Little Nanny. She was waiting for me to get there today, ready to make good our escape. She was flat, despondent about being there. She asked me to take her to another retirement village she wants to flee to (they won’t have her because they’re low security and her dementia makes her want to run away, and her muddley mind means that she is lost as soon as shes gone five metres) but I let it slide, hoping she would forget she’d asked me (she did, and I felt traitorous – it’s always been me and her against the world). We drove to the Byron headland instead, for a fish and chip lunch, me keen to distract her from her escape fantasies. Cockatoos screeched overhead as we sat and she marveled at their noise and colours, their wild wheeling.

Spending time with her is like spending time with my one-year-old niece. Phoenix says the same thing over and over again. ‘Bird’, she says from her spot on your hip, pointing at something, not specifically a bird either, ‘Bird. Bird. Bird’. With Norma it’s a case of answering the same questions over and over again. About me, Melody, Ronin. And she asks me questions too, about her own life. She asked if I had any news about my grandfather, Roy, and I had to tell her he was dead and had been for a long time. It seemed to shock her a bit that she didn’t know (though I’ve told her before), and we were silent for a bit.

Earlier our conversation had meandered onto her brothers. She was trying to recall their names, ‘Val?’, she said, the name materialising in her mouth quite randomly, ‘And Keith’, I added. ‘Are they still alive?’, she asked. ‘I’m pretty sure they can’t be’, I said, ‘but I’ve got a terrible memory’. We started laughing then, at our terrible memories. ‘Not that it matters’, she hooted when she could get it out, ‘I mean who really gives a stuff?’ We screeched tears at our secret terribleness (because of course, in five minutes she will have forgotten who they are again). ‘Do we need to break it to anyone that they’ve passed’, giggling at the thought that these men, who may or may not be dead (they are, and have been for a long time) might have loved ones who didn’t yet know, and we mimed calling them. ‘Hello’, I mimicked, ‘We’ve called to tell you that we think some guy whose name we can barely remember has died’. More laughter. Uproarious laughter, with thigh slapping and heaving breaths.

I’ve always been able to make Norma laugh. And my Mum too. Mels was the soft cuddly one (who is remarkably hilarious to a select audience), but I didn’t really like being touched or dealing with soppy stuff, so I resorted to being funny and deflecting sorrow, or those awkward post revelatory silences, with humour. I still do it. Skype with Mum and make jokes to make up for the distance and the time difference, laugh with Norma to cover that I hate where her fading mind makes her have to live. Hate it (though the staff are lovely enough, and it’s clean, and she’s well fed and and well cared for). I just want to kidnap her and never take her back. Instead I make her giggle.

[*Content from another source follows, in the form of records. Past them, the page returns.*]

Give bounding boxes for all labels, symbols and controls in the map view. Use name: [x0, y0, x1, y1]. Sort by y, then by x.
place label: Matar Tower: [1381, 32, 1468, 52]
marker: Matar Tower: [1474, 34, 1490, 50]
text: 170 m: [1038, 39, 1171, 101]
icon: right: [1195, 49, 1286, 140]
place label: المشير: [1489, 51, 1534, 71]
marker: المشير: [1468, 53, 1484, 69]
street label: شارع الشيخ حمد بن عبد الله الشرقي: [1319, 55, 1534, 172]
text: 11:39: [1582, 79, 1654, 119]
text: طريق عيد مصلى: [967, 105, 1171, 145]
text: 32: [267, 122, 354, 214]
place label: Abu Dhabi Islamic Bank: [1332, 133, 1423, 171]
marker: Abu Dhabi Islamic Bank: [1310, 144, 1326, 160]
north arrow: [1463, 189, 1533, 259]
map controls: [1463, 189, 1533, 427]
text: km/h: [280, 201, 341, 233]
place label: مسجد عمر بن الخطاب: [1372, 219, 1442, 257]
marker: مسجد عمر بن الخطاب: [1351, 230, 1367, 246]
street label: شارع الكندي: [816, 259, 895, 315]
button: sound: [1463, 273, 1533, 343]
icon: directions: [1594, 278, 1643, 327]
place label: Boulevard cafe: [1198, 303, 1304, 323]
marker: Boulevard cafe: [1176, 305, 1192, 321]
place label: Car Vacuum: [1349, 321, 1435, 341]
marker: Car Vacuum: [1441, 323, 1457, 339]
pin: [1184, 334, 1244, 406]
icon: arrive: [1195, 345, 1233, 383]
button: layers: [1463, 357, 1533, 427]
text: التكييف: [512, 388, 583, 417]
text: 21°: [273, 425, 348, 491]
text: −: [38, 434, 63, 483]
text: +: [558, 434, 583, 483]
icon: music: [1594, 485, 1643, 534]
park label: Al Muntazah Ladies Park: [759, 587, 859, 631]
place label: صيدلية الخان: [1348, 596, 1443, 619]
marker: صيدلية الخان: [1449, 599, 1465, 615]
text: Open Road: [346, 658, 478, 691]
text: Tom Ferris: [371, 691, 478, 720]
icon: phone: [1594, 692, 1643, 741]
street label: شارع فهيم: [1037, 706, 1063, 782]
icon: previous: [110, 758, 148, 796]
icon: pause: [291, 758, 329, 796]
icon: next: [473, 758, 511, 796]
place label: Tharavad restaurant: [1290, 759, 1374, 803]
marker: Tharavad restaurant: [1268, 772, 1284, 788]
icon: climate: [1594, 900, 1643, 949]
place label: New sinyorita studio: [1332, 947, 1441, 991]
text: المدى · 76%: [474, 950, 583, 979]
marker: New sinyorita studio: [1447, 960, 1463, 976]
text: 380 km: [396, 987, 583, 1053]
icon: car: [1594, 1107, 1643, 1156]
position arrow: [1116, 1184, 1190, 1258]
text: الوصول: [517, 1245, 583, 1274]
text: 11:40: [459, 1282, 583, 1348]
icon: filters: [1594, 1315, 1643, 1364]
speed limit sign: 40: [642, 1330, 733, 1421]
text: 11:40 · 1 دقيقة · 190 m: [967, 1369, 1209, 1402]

When I left she followed me out like Rufus (the dog) does when he knows I’m leaving without him. She thanked me for coming to see her, and I told her that it was okay, that she was fairly tolerable company. She squealed in delight again, thinking that I’d said she was intolerable company (I reassured her wryly that she was okay, not great, but definitely okay, to more of her hooting laughter). ‘Imagine’, she said, ‘if I’m this mad at 87, what I’ll be like when I’m 90′, and hung on to the gate grinning wildly, false teeth bright. She waved me into the distance as I drove away with promises to come back soon, standing tiny at the gate, flapping her little old hands at me until I’d disappeared.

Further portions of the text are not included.